- _Supplied data_

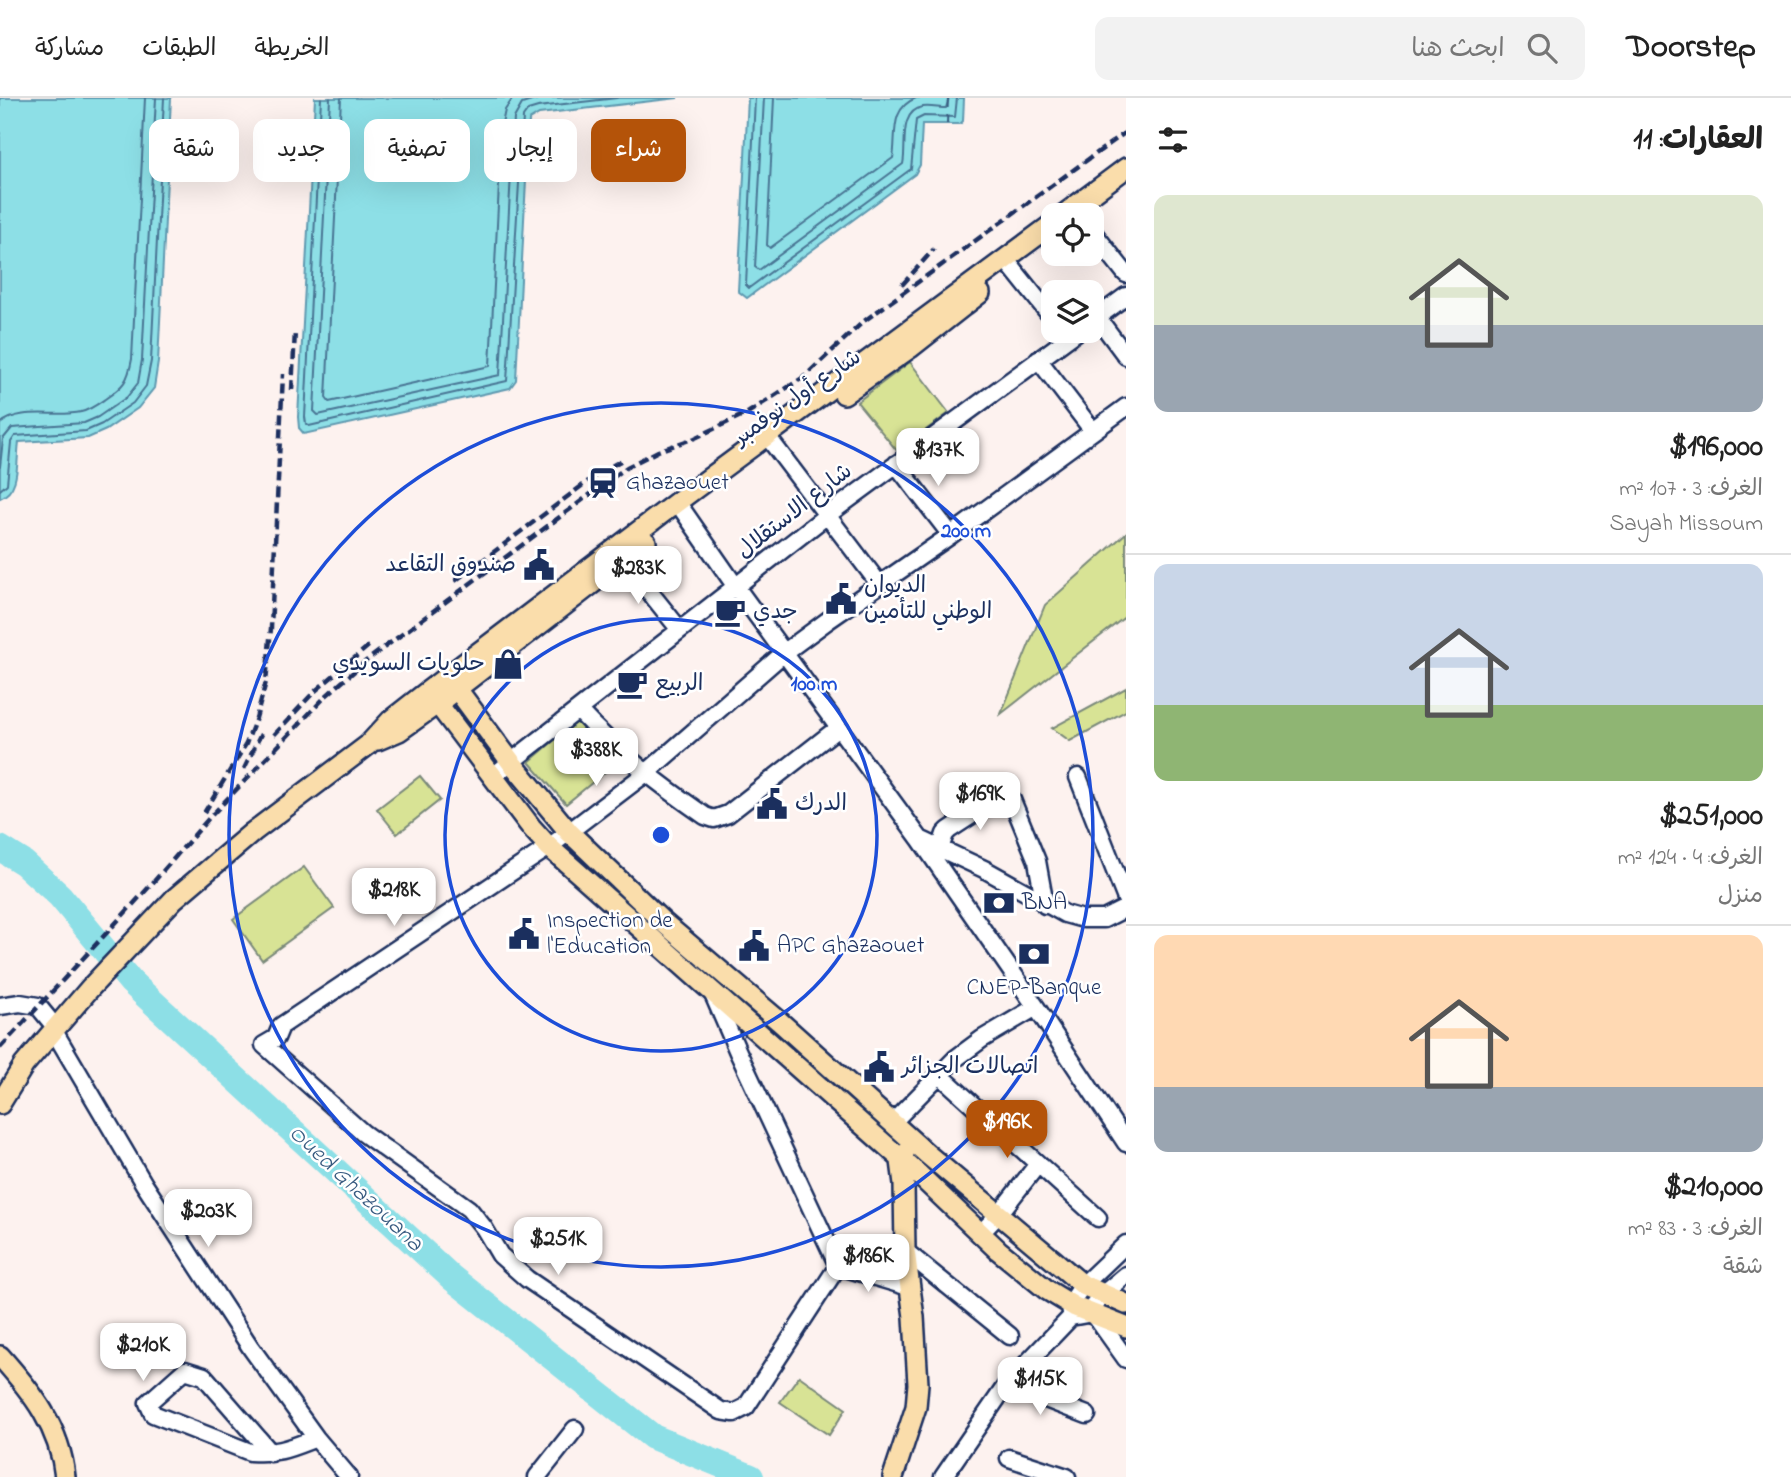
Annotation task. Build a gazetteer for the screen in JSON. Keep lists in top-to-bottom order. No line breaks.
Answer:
{"streets":{"main road":["شارع أول نوفمبر"],"street":["شارع الاستقلال"]},"water":["Oued Ghazouana"],"places":{"station":["Ghazaouet"],"public building":["صندوق التقاعد","الديوان الوطني للتأمين","الدرك","Inspection de l'Education","APC Ghazaouet","اتصالات الجزائر"],"cafe":["جدي","الربيع"],"shop":["حلويات السويدي"],"bank":["BNA","CNEP-Banque"]},"page":{"header":"Doorstep","search":"ابحث هنا","nav":["الخريطة","الطبقات","مشاركة"],"heading":"العقارات: 11","chip":["شراء","إيجار","تصفية","جديد","شقة"],"list":[{"name":"$196,000","note":"الغرف: 3 · 107 m² · Sayah Missoum"},{"name":"$251,000","note":"الغرف: 4 · 124 m² · منزل"},{"name":"$210,000","note":"الغرف: 3 · 83 m² · شقة"}],"price":["$137K","$283K","$388K","$169K","$218K","$196K","$203K","$251K","$186K","$210K","$115K"]},"rings":["200 m","100 m"]}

- _Exercise requirements_
Skip every picture, and give the rest of the material above again exactly.

- _Answer section_
Annotation task. Build a gazetteer for the screen in JSON. Keep lists in top-to-bottom order. No line breaks.
Answer:
{"streets":{"main road":["شارع أول نوفمبر"],"street":["شارع الاستقلال"]},"water":["Oued Ghazouana"],"places":{"station":["Ghazaouet"],"public building":["صندوق التقاعد","الديوان الوطني للتأمين","الدرك","Inspection de l'Education","APC Ghazaouet","اتصالات الجزائر"],"cafe":["جدي","الربيع"],"shop":["حلويات السويدي"],"bank":["BNA","CNEP-Banque"]},"page":{"header":"Doorstep","search":"ابحث هنا","nav":["الخريطة","الطبقات","مشاركة"],"heading":"العقارات: 11","chip":["شراء","إيجار","تصفية","جديد","شقة"],"list":[{"name":"$196,000","note":"الغرف: 3 · 107 m² · Sayah Missoum"},{"name":"$251,000","note":"الغرف: 4 · 124 m² · منزل"},{"name":"$210,000","note":"الغرف: 3 · 83 m² · شقة"}],"price":["$137K","$283K","$388K","$169K","$218K","$196K","$203K","$251K","$186K","$210K","$115K"]},"rings":["200 m","100 m"]}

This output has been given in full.